- Film poster
- Traditional Chinese: 識英雄重英雄
- Simplified Chinese: 识英雄重英雄
- Hanyu Pinyin: Shì Yīng Xióng Zhòng Yīng Xióng
- Jyutping: Sik1 Jing1 Hung4 Zung6 Jing1 Hung4
- Directed by: Lei Chiu
- Screenplay by: Sze-to On
- Produced by: Alex Gouw
- Starring: Bryan Leung Philip Ko Wang Lung-wei
- Cinematography: Chan Ho-yin
- Edited by: Fan Kung-wing
- Music by: Ng Tai-kong
- Production company: Goldig Films (HK)
- Release date: 6 November 1980;
- Running time: 83 minutes
- Country: Hong Kong
- Language: Cantonese
- Box office: HK$912,068.50

= Two on the Road =

1980 Hong Kong film by Lei Chiu

Two on the Road, also known as Fearless Dragons and The Fearless Jackal, is a 1980 Hong Kong comedy-themed martial arts film. It was directed by Lei Chiu and starring Bryan Leung, Philip Ko and Wang Lung-wei.

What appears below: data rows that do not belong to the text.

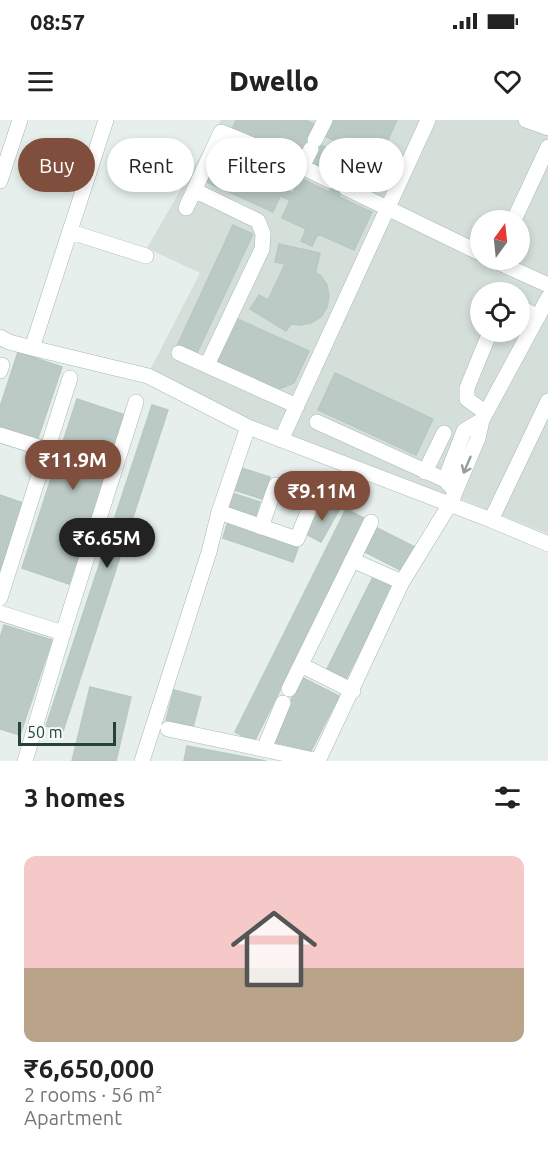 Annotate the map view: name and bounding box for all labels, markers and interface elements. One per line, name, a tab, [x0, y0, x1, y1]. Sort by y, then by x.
text: 08:57	[30, 9, 85, 34]
icon: menu	[24, 65, 57, 98]
icon: heart	[491, 65, 524, 98]
text: Dwello	[229, 66, 319, 96]
chip: Buy	[18, 138, 95, 192]
chip: Rent	[107, 138, 194, 192]
chip: Filters	[206, 138, 307, 192]
chip: New	[319, 138, 404, 192]
north arrow	[470, 210, 530, 270]
map controls	[470, 210, 530, 342]
button: locate	[470, 282, 530, 342]
pin: ₹11.9M	[24, 440, 122, 491]
text: ₹11.9M	[39, 448, 107, 471]
one-way arrow	[461, 455, 472, 473]
pin: ₹9.11M	[273, 471, 371, 522]
text: ₹9.11M	[288, 479, 356, 502]
pin: ₹6.65M	[58, 518, 156, 569]
text: ₹6.65M	[73, 526, 141, 549]
scale bar	[18, 719, 116, 746]
text: 50 m	[27, 723, 63, 741]
icon: filters	[491, 781, 524, 814]
text: 3 homes	[24, 783, 125, 812]
icon: home	[220, 895, 328, 1003]
text: ₹6,650,000	[24, 1054, 154, 1083]
text: 2 rooms · 56 m²	[24, 1083, 162, 1106]
text: Apartment	[24, 1106, 122, 1129]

The film is set during the era of the Republic of China (1912-1949). In the film, disaster relief funds are stolen during transportation. A wanted criminal and a con artist are wrongly jailed for the crime. The duo escapes, and decides to investigate who actually orchestrated the crime.

==Plot==
During the early years of the Republic of China era, Ming On Town's mayor, Tse Hung (Wang Lung-wei), raises a large sum of funds for disaster victims of Guangdong with renowned martial arts master Wong and his disciples in charge of transporting the funds up north. However, while on the road, the funds were hijacked by robbers, causing disorderly chaos.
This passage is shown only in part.